Department of Oto-rhinolaryngology and Head & Neck Surgery, IRCCS Ospedale Policlinico San Martino di Genova, Largo Rosanna Benzi 10, Genoa, Italy.
Eur J Dermatol. 2019 Oct 1;29(5):500-506. doi: 10.1684/ejd.2019.3638.
Oral lichen planus (OLP) lesions have an overall malignant transformation rate of 1.37%. In patients with chronic disease, the diagnosis of malignancy relies on histopathological examination guided by clinical suspicion. Narrow-band imaging (NBI) is a promising endoscopic technique which, using a filtered light with specific wavelengths, can highlight microvascular abnormalities associated with subclinical neoplastic changes of the upper aerodigestive tract epithelium.
This study aimed to analyse the value of NBI in selecting patients for biopsy before the emergence of clinical changes, allowing early detection of oral malignancies arising from OLP.
A prospective study was conducted, enrolling 32 consecutive patients with a histological diagnosis of OLP with no previous diagnosis of oral cancer or other oral inflammatory diseases. Patients with suspicious NBI lesions underwent biopsies, while other patients were included in the follow-up.
Two patients were judged positive at NBI evaluation and squamous cell carcinoma was diagnosed after histological examination. None of the other patients developed clinical features of malignancies during follow-up.

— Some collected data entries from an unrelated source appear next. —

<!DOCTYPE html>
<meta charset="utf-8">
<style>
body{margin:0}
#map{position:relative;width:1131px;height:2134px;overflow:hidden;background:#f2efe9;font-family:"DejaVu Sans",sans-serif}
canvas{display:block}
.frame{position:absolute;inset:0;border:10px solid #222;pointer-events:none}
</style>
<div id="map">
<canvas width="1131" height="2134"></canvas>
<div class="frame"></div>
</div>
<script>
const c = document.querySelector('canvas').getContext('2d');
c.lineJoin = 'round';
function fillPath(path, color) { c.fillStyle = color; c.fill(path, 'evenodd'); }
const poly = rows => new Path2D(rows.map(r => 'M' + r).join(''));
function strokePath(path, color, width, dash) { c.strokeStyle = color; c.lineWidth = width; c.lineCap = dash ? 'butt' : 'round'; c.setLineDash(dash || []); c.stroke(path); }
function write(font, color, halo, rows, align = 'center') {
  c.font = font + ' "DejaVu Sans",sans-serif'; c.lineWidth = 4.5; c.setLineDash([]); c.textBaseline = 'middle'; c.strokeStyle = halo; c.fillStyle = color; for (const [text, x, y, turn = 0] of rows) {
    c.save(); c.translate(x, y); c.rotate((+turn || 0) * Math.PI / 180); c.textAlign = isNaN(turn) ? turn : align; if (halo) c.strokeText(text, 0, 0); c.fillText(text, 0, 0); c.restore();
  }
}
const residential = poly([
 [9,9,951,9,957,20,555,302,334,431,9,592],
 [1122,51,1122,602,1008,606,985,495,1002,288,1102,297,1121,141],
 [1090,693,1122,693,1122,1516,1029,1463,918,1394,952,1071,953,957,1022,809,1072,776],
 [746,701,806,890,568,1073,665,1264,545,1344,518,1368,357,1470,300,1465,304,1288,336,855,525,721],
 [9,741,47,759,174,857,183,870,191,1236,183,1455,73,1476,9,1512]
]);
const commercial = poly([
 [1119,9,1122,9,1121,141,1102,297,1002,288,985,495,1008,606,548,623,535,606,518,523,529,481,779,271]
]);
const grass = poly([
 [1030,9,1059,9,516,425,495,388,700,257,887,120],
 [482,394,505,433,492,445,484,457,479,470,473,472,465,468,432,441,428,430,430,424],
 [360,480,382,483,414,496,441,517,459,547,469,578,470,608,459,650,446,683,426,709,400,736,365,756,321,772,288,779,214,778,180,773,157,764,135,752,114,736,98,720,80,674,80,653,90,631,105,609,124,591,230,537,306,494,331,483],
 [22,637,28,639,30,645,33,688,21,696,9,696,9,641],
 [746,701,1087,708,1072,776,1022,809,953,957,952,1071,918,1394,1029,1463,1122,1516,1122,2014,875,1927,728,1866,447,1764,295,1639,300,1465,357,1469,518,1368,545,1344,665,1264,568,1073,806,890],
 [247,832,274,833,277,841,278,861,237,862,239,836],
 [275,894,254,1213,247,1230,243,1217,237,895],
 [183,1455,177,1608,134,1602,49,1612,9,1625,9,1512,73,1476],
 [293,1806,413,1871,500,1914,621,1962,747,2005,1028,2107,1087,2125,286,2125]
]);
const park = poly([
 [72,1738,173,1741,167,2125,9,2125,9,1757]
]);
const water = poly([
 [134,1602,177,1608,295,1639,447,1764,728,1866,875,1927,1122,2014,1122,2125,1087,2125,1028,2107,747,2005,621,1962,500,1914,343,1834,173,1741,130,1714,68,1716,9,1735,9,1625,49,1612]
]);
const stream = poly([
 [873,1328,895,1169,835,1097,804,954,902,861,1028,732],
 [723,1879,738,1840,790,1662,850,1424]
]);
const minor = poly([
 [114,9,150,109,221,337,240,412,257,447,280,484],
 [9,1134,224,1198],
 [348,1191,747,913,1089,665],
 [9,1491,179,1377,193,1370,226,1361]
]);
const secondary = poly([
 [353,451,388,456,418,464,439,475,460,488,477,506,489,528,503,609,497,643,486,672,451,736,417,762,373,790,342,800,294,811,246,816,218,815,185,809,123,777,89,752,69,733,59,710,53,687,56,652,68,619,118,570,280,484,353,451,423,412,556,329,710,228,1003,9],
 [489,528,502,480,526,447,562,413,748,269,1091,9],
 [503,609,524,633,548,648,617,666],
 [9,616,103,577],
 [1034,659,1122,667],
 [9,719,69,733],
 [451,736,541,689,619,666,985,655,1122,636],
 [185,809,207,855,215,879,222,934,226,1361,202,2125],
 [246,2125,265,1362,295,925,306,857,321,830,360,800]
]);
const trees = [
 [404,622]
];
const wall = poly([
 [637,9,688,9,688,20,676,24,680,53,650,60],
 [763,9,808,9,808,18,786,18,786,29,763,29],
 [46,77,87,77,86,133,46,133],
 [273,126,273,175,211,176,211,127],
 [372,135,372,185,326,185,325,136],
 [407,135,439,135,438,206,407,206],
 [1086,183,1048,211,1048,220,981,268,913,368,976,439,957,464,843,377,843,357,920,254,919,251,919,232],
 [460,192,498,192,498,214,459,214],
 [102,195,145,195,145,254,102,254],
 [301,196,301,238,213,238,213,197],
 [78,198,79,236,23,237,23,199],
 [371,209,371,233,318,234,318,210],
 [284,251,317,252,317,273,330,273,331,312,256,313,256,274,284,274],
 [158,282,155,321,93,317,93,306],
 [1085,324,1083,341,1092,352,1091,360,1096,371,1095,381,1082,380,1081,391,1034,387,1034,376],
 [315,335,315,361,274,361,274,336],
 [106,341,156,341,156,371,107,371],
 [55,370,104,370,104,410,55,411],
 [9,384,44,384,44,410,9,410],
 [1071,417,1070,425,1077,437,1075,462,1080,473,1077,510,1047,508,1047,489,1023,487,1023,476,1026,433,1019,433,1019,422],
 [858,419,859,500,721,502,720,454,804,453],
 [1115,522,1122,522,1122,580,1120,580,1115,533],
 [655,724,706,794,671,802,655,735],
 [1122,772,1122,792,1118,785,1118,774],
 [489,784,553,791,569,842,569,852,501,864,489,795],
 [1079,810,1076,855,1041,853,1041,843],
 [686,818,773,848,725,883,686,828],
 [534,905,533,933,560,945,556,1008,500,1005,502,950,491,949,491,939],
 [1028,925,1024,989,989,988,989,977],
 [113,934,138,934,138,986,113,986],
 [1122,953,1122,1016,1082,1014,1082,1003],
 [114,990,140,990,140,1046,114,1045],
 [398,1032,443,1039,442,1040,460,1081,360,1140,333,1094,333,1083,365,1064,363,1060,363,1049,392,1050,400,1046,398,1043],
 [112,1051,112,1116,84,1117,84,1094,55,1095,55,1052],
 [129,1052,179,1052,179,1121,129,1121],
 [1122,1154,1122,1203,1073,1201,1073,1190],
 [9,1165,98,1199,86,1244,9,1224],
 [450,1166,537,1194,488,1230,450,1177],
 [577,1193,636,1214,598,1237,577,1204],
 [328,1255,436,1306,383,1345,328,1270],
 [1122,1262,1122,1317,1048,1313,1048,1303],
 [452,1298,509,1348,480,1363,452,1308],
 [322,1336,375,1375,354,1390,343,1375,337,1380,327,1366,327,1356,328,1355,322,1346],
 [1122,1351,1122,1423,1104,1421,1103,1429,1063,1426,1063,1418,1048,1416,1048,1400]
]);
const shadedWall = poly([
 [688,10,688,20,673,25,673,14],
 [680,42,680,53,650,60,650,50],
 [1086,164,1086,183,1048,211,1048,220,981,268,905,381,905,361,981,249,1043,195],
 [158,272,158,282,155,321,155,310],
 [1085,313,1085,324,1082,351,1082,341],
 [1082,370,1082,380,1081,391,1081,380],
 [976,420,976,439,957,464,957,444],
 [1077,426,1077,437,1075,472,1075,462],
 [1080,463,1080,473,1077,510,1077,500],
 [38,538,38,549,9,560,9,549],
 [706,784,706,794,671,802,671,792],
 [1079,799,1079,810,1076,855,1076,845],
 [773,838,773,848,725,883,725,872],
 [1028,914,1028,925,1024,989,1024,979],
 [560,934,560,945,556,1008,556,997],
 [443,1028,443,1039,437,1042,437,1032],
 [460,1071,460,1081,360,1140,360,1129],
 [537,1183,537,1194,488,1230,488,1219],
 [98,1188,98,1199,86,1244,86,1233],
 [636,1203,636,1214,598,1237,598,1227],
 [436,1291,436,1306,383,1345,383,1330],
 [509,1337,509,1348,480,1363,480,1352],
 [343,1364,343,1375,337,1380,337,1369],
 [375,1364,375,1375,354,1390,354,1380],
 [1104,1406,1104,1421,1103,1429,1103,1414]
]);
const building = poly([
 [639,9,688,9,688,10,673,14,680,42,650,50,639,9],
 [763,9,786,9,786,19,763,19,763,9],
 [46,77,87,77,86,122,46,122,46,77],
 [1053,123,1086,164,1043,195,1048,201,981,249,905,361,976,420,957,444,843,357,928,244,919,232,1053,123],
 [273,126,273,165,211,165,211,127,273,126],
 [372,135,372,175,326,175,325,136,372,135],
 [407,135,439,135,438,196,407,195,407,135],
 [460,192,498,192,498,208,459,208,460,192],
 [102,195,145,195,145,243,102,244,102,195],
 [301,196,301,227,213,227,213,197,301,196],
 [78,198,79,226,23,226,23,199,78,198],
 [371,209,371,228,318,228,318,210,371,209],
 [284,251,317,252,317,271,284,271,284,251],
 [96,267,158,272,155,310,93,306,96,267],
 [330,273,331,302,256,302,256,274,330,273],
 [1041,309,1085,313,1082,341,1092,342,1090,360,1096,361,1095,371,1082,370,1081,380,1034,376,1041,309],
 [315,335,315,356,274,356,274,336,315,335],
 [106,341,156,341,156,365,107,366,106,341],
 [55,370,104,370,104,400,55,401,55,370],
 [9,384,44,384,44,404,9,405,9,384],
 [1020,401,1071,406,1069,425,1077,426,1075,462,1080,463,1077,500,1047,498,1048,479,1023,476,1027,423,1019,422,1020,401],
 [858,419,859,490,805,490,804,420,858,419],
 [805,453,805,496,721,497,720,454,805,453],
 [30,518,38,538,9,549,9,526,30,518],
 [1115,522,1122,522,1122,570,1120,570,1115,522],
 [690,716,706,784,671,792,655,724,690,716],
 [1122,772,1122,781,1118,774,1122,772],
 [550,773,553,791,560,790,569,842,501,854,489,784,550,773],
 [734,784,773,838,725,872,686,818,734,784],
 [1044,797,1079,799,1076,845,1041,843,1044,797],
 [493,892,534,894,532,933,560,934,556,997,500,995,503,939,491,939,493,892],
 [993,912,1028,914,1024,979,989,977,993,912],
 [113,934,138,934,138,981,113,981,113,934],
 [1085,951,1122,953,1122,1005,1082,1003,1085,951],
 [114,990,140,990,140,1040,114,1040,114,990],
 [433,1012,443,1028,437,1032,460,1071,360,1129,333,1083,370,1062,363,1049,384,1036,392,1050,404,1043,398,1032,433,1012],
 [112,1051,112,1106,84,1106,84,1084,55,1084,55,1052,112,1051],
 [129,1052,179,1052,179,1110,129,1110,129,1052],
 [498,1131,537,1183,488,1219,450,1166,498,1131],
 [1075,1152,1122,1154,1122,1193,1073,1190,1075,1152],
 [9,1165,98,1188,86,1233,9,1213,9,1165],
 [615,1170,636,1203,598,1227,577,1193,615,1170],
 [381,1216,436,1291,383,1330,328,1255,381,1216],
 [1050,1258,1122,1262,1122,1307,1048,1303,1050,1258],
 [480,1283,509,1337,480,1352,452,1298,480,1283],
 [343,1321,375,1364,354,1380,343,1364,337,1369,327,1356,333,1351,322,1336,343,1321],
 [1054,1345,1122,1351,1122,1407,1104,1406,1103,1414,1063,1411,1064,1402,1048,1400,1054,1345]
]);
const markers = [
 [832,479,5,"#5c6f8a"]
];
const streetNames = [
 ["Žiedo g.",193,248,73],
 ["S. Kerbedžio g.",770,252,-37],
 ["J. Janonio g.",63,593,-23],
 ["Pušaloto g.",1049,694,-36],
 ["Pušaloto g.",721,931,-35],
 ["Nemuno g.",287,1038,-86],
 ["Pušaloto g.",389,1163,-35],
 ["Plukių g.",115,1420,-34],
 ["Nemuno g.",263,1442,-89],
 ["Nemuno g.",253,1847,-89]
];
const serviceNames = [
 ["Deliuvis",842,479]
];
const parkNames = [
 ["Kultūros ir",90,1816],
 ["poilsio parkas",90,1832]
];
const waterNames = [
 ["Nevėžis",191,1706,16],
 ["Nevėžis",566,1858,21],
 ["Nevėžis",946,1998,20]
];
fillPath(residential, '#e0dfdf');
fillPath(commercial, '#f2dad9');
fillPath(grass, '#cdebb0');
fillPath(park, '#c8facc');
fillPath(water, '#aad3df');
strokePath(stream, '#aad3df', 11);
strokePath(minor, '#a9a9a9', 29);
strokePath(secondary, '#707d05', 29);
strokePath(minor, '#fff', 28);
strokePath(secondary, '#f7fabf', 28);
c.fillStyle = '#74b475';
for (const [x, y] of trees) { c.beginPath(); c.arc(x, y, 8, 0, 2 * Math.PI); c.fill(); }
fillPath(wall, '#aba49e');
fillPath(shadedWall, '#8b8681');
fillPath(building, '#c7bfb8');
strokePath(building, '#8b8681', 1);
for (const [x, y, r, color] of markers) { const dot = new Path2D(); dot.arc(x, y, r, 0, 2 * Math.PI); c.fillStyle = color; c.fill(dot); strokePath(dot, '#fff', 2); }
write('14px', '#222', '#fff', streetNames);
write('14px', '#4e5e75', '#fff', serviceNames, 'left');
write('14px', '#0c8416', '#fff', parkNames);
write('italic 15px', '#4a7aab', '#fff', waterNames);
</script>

NBI evaluation may increase the accuracy of detection of subclinical neoplastic transformation in OLP lesions and further encourage clinicians to perform biopsies in selected cases.

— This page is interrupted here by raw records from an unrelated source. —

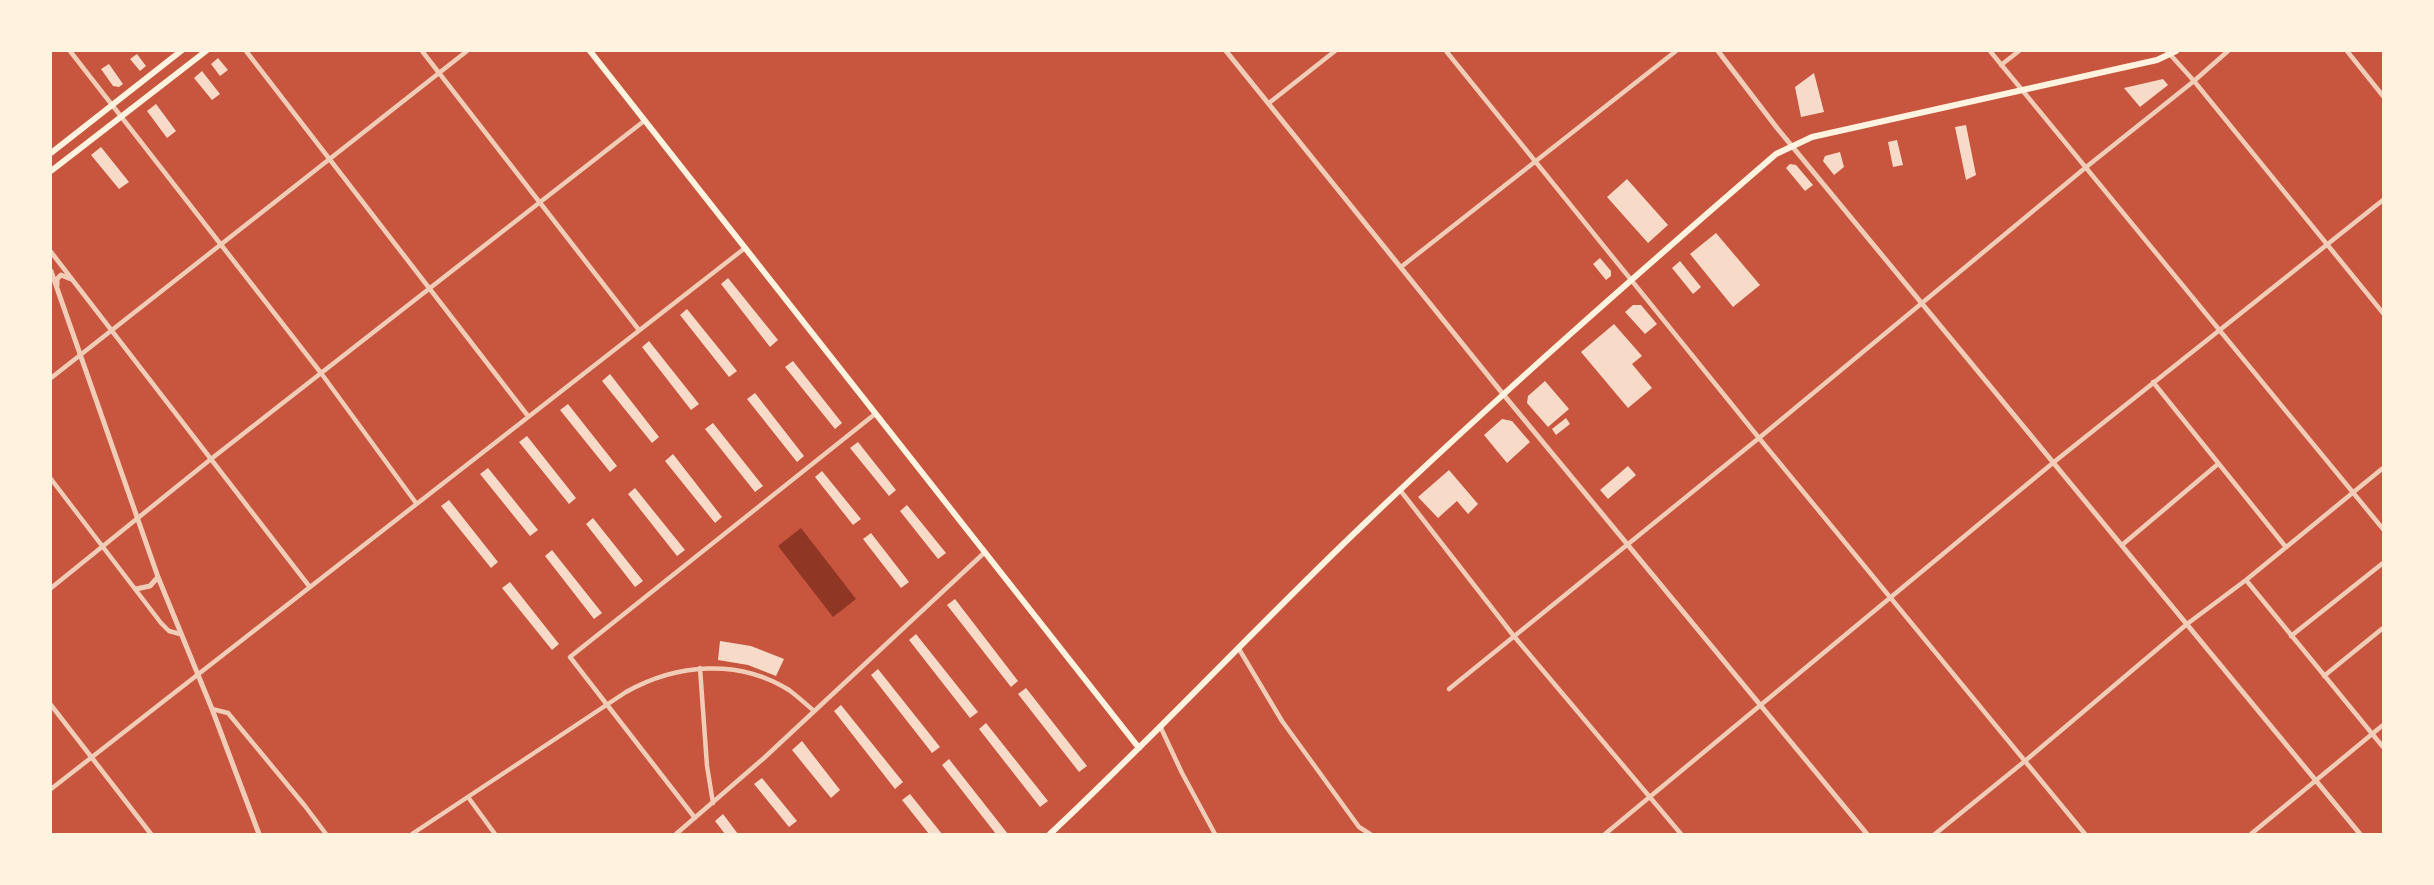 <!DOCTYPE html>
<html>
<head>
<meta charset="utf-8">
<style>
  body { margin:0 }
  #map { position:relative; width:2434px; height:885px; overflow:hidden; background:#c8553d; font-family:Poppins,sans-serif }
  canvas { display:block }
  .frame { position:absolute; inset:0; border:52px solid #fff3e0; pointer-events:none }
</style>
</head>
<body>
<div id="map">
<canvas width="2434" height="885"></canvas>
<div class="frame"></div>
</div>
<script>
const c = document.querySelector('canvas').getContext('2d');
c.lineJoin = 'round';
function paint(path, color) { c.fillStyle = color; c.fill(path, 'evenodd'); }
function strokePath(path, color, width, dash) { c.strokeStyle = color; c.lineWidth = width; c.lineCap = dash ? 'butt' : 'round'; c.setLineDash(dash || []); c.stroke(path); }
paint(new Path2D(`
  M801,528l55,71 -23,18 -55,-71z`), '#8f3625');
paint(new Path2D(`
  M137,54l9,12 -6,5 -10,-12z
  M218,58l10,12 -8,6 -9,-12z
  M109,64l14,20 -4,3 -6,-1 -12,-17z
  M202,71l18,23 -8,6 -18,-22z
  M1814,73l10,39 -23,5 -6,-30z
  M2163,79l5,6 -28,22 -16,-19z
  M156,104l20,27 -9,7 -20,-27z
  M1966,125l10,50 -10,5 -11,-53z
  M1897,140l6,25 -10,2 -5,-25z
  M101,147l28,35 -10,7 -28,-34z
  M1840,152l4,15 -10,8 -11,-14 2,-5z
  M1790,164l6,1 17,20 -8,6 -19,-23z
  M1627,179l41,46 -20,18 -41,-46z
  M1716,233l44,52 -27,22 -43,-53z
  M1600,258l11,13v5l-5,4 -13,-16z
  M1680,261l21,26 -8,7 -21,-26z
  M728,278l50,62 -8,7 -49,-63z
  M1633,305h8l16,19 -12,10 -20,-22z
  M687,309l50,62 -8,6 -49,-62z
  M1614,324l28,32 -10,8 20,24 -24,20 -47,-56z
  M649,341l50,63 -8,6 -49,-63z
  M793,361l49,62 -7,6 -50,-62z
  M610,374l49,63 -7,6 -50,-62z
  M1545,381l24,28 -21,18 -21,-24 1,-7z
  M755,393l49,63 -7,6 -50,-63z
  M568,404l49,62 -7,6 -50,-62z
  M1566,418l4,6 -14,11 -4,-6z
  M1502,419l10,2 18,21 -23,21 -23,-28z
  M713,423l50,63 -8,6 -50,-63z
  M527,436l49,62 -7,6 -50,-62z
  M858,442l38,48 -7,6 -39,-48z
  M673,454l49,63 -7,6 -50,-62z
  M1628,466l8,9 -28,24 -8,-9z
  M488,468l50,62 -8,6 -50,-62z
  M1449,470l29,34 -10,10 -11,-13 -19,17 -20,-21z
  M822,471l39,48 -8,6 -38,-48z
  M635,488l50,62 -8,6 -49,-62z
  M449,500l49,62 -7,6 -50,-62z
  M907,505l39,48 -8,6 -38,-48z
  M593,518l50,63 -8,6 -49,-63z
  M871,533l38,49 -8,6 -38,-49z
  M552,550l50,63 -8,6 -49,-63z
  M510,582l49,62 -7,6 -50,-62z
  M955,599l63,82 -7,6 -64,-82z
  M916,634l62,78 -8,6 -61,-78z
  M720,641l31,5 33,13 -8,17 -28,-11 -30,-5z
  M878,669l62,78 -8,6 -61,-78z
  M1026,688l61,78 -8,6 -61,-78z
  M841,705l62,77 -8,7 -61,-78z
  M986,723l62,78 -8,6 -61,-78z
  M802,741l38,49 -9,8 -39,-48z
  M949,759l59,75h-12l-54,-69z
  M762,778l35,43 -8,6 -35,-43z
  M910,794l32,40h-13l-27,-34z
  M723,814l15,20h-13l-10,-13z`), '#f7dbc8');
strokePath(new Path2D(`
  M70,51l251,322 95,130
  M246,51l282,365
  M422,51l217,279
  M1446,51l313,387 326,396
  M1990,51l393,478
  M2167,51l27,30 189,232
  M2347,51l36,45
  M2001,65l18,-14
  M1269,103l66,-52
  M51,252l258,334
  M1401,267l275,-216
  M51,378l416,-327
  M2153,382l132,164
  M51,479l110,144 8,8 11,3
  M1400,490l113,145 168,199
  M2122,545l96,-81
  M2246,580l137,167
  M51,588l160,-129 433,-338
  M2291,636l92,-73
  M1239,649l43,72 77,106 11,7
  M700,668l7,98 6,37
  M2324,676l59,-48
  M1449,689l310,-251 326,-270 109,-87 34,-30
  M51,705l100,129
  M212,709l16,4 77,93 21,28
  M1161,728l21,45 33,61
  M51,789l694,-541
  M468,797l27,37
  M695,818l-125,-161 305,-243
  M412,834l214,-142c50,-28 112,-34 163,-2 8,6 17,14 25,21
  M676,834l88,-76 220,-205
  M1605,834l449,-372 329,-262
  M1935,834l90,-73 162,-137 59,-44 137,-112
  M2251,834l132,-109`), '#f1ccb7', 4.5);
strokePath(new Path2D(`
  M1226,51l277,343 364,440
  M1718,51l59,77 583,706
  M51,271l107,306 54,132 47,125
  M57,285v-6l4,-4 10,4
  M136,589l14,-3 8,-9`), '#f1ccb7', 5);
strokePath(new Path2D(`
  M590,51l549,697
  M51,153l130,-102
  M51,171l155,-120
  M1050,834c107,-100 207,-208 313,-309 134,-128 273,-250 413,-371l36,-17 345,-77 19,-9`), '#fff3e0', 6);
</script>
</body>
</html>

口腔扁平苔藓(OLP)病变的总体恶变率为1.37%。对于慢性病患者,恶性肿瘤的诊断依赖于临床怀疑引导下的组织病理学检查。窄带成像(NBI)是一种有前景的内镜技术,它利用特定波长的滤光片,能够突出与上消化道呼吸道上皮亚临床肿瘤变化相关的微血管异常。
本研究旨在分析NBI在临床变化出现前选择活检患者方面的价值,以便早期发现OLP引发的口腔恶性肿瘤。
进行了一项前瞻性研究,连续纳入32例经组织学诊断为OLP且既往无口腔癌或其他口腔炎性疾病诊断的患者。NBI病变可疑的患者接受活检,其他患者纳入随访。
两名患者在NBI评估中被判定为阳性,组织学检查后诊断为鳞状细胞癌。其他患者在随访期间均未出现恶性肿瘤的临床特征。
NBI评估可能提高OLP病变中亚临床肿瘤转化的检测准确性,并进一步鼓励临床医生在特定病例中进行活检。